Records excerpted from a collection:
◇ ◇ ◇ ◇ ◇

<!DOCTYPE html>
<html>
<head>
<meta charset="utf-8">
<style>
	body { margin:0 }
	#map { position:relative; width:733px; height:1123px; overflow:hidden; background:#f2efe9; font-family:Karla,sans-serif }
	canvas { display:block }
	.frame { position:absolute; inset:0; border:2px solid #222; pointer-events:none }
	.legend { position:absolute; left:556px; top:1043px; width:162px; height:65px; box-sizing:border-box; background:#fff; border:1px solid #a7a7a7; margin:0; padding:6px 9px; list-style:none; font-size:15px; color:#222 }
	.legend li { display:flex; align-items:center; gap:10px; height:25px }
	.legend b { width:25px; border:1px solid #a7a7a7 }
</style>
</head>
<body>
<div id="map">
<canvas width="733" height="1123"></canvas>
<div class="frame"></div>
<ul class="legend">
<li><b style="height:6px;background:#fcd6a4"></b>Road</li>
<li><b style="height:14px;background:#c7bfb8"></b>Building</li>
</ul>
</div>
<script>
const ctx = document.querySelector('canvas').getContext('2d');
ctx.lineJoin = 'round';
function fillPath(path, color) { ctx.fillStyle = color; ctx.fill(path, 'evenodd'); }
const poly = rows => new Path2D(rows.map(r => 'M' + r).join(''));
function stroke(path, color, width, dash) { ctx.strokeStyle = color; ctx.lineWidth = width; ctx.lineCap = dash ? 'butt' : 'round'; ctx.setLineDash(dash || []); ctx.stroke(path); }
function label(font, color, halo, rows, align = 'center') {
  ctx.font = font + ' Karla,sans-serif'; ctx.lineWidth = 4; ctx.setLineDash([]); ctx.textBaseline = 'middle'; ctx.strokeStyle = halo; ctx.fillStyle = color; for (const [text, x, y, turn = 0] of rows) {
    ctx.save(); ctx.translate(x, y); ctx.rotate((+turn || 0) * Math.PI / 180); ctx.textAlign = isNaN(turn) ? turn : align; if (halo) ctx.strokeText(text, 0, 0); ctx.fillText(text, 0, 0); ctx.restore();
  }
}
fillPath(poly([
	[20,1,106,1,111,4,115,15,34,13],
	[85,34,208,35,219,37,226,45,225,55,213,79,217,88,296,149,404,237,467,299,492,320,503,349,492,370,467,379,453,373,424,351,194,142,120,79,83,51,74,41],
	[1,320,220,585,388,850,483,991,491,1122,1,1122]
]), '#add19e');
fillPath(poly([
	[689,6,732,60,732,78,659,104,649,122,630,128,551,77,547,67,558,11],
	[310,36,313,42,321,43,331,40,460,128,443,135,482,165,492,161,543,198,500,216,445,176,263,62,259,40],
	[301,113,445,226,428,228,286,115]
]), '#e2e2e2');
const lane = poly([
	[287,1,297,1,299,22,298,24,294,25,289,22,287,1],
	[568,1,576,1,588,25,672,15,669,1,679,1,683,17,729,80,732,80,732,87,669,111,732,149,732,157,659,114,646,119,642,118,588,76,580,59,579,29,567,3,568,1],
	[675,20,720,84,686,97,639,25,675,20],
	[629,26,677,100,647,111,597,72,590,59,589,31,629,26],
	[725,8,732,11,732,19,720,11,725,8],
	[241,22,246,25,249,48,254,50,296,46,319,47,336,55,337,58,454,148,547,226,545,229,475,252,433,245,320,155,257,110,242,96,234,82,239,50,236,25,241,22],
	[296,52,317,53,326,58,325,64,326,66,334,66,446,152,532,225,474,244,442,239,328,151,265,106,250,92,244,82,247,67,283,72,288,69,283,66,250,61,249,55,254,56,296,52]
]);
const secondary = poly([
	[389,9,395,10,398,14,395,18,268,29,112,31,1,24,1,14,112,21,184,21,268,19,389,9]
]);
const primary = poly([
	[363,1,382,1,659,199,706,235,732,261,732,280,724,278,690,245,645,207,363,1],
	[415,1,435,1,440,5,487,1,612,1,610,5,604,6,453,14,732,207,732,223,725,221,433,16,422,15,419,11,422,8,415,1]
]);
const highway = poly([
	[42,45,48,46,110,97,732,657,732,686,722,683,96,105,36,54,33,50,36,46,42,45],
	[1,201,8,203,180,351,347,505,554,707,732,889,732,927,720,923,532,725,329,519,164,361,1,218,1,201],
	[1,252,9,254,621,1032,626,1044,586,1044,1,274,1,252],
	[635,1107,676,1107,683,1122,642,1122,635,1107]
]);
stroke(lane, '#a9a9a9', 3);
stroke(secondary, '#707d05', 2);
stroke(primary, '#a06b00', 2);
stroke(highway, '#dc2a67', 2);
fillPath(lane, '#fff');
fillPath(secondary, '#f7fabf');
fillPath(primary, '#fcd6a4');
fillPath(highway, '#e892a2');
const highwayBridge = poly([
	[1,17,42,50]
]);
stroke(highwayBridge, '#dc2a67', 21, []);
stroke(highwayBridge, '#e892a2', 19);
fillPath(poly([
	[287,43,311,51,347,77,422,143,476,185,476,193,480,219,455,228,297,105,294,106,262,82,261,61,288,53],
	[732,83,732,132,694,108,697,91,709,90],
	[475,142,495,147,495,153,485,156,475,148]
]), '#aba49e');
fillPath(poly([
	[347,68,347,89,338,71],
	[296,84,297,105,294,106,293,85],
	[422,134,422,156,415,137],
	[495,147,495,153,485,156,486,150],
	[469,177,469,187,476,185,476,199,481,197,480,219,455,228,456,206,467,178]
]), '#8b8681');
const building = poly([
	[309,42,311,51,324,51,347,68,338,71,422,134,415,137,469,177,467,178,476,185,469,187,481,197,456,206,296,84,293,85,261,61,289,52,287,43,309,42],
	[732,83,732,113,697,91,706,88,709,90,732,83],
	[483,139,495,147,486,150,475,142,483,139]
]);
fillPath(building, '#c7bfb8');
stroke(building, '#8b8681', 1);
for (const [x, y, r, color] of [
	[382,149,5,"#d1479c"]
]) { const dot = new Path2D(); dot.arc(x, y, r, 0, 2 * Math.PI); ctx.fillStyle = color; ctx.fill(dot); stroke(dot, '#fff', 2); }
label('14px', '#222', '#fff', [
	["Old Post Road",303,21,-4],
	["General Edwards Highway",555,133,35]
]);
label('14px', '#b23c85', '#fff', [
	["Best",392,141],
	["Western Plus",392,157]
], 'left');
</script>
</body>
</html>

◇ ◇ ◇ ◇ ◇

* **Work item**
The lines in the records above that include the word "function" must be copied out.

* **Solution for this task**
function fillPath(path, color) { ctx.fillStyle = color; ctx.fill(path, 'evenodd'); }
function stroke(path, color, width, dash) { ctx.strokeStyle = color; ctx.lineWidth = width; ctx.lineCap = dash ? 'butt' : 'round'; ctx.setLineDash(dash || []); ctx.stroke(path); }
function label(font, color, halo, rows, align = 'center') {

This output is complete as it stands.